Il est important de comprendre, les amis, que le plaisir de manger ne nous est pas réservé. Et que si cela avait été le cas, il n'y aurait pas de nourriture qui pourrait nous tuer, comme les fruits de l'if, par exemple, alors qu'ils peuvent être manger par des oiseaux.
La science gastronomique, pour chaque espèce, reste à être étudiée, car elle est passionnante dans son absence d'utilité humaine. Cela ressemblerait à un art, à une prière, destinée à briller comme toutes choses, dans l'infini du vide et du royaume des Dieux. Une excentricité de plus ou de moins, quelle importance ? Celle-ci sera à ranger à côté de toutes les fleurs, inutiles de beauté dans un monde gouverné par les aveugles, mais vitales pour l'innocence et les romantiques, et les papillons ! Un art devient indispensable qu'à le condition de sacrifice, pour lui, de toute notre vie, afin de prouver sa valeur, et de séduire les papillons dans le cœur des vivants. Ils pourront alors réveiller quelque chose d'enfoui si profondément dans nos gènes, si contraire à ce que l'on sait des règles universelles et primordiales de la vie, de l'eau, de la nourriture, et de l'air !

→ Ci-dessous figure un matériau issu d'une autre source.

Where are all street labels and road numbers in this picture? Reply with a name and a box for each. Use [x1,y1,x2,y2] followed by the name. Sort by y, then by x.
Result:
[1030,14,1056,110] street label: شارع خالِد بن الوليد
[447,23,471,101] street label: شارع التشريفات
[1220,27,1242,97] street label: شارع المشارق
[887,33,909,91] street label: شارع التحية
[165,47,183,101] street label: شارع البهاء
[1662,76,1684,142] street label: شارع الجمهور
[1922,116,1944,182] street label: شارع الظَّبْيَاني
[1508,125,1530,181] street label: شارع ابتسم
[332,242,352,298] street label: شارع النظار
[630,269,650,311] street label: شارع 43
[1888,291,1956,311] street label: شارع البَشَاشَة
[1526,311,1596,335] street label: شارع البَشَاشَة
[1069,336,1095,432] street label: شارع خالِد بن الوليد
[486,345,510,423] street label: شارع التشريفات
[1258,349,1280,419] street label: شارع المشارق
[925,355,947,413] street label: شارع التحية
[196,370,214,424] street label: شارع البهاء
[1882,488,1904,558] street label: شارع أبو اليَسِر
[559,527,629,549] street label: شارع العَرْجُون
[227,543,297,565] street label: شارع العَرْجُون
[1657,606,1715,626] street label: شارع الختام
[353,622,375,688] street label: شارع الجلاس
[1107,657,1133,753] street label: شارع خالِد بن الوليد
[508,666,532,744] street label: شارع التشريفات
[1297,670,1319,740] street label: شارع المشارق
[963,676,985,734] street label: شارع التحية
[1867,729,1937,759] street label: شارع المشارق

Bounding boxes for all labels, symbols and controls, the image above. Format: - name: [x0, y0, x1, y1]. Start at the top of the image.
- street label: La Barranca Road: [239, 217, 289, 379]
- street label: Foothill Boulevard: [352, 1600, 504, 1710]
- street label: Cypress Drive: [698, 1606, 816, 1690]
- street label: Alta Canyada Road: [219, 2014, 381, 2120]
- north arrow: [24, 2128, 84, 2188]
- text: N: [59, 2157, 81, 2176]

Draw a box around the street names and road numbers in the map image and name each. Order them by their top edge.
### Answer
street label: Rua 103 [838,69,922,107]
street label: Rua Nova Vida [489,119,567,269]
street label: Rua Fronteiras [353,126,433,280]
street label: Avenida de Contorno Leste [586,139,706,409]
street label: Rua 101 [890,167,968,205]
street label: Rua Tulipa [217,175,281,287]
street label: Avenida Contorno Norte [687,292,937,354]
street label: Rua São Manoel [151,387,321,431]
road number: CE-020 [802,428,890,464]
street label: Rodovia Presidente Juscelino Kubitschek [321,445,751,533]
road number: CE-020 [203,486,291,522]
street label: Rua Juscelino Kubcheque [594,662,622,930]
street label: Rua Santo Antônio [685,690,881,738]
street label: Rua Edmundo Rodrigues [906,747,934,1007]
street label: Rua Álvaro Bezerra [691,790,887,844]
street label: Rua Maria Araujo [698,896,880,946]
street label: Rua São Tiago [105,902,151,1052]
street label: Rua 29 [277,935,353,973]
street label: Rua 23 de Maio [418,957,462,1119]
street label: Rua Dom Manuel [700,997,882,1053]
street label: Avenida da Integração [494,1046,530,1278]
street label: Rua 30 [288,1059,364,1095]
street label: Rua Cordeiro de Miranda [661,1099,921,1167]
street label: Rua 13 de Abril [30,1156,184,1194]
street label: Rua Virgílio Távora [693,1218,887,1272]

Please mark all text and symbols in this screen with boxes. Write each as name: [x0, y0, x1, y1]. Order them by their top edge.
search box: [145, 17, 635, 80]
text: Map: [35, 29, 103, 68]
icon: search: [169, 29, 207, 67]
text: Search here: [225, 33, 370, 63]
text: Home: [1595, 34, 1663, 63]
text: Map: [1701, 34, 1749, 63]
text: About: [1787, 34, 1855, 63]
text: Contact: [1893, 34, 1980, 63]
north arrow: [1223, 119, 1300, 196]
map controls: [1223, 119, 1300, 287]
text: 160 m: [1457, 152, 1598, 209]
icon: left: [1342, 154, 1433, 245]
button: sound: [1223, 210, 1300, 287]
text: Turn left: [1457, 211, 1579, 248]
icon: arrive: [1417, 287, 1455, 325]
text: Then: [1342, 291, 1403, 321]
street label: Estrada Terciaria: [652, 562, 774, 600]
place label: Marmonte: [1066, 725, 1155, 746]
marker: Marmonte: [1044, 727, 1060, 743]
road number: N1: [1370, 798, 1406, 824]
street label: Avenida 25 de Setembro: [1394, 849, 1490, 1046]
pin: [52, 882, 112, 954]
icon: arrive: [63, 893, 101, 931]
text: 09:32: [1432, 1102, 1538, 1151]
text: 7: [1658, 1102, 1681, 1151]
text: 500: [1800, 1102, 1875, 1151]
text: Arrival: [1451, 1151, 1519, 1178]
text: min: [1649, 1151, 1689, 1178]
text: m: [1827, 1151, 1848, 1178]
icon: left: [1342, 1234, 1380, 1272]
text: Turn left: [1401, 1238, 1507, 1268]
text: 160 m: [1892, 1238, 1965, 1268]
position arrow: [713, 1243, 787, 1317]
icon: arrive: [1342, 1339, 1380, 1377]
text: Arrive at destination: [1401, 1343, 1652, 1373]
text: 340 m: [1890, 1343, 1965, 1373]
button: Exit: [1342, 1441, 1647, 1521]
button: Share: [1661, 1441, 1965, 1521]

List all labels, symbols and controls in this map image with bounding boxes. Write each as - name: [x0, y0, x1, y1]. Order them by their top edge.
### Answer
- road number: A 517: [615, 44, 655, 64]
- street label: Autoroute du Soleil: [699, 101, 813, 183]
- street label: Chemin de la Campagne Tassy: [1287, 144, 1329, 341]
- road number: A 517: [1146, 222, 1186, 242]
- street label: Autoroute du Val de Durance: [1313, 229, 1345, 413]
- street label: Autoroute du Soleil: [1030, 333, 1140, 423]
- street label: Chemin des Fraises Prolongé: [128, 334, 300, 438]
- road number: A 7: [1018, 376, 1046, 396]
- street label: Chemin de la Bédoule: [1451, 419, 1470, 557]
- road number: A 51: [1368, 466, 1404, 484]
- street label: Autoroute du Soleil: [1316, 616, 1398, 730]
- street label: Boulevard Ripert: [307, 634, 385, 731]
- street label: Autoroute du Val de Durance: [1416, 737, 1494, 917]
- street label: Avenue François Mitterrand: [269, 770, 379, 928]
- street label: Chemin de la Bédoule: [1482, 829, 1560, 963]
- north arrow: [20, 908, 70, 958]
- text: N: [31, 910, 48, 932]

Mais moi, qui suis musicien, et mon piano, avec lequel j'invente des mélodies, avec lequel je berce et je nourris l'enfant comme le vieillard ; quelle part de la vie est ce que je réveille au fin fond de l'humain, et des animaux, et des plantes, et des pierres ?
Au fond, celui qui nous a créé était un romantique. La vie est un art en soi, elle n'a aucun but, elle existe pour elle-même, et pour inspirer les mortels comme les immortels. L'art, tout art, est fait de cette même fibre, et nous sommes tous capables de créer un art.
Le monde est si riche, et nous l'ignorons. Hors, la connaissance en elle-même, est une denrée que nul humain ne peut ignorer, au dépens de sa vie, de sa survie, de la sienne, et de celle de ses proches.
Et poursuivre la sauvegarde de ceux qui, parmi les nôtres, brûlent nos connaissances, nos sciences, nos arts, nos mémoires, Notre mémoire ; pour le pouvoir, pour la richesse ; et que nous laissons faire par peur, par impuissance acquise, par déni, voire par habitude ; ceci est la pire des traîtrises que nous pouvons faire à nous-même, à nos valeurs, à notre survie ; et à notre humanité.
Par le passé, existait un petit pays dans un Grand Pays.
Le petit pays était de la taille d'une ville, avec de grandes tours, si proches du Soleil que leurs habitants se prenaient pour des Dieux, mais si tant au dessus des nuages qu'ils ne pouvaient voir la terre ferme. Ils ne descendaient jamais de leurs tours d'ivoire, mais ils savaient que le monde du dessous, qui constituait le Grand Pays, devait être à leurs pieds, soumis et obéissant, au risque que ses habitants ne montent dans leurs tours et les en délogent.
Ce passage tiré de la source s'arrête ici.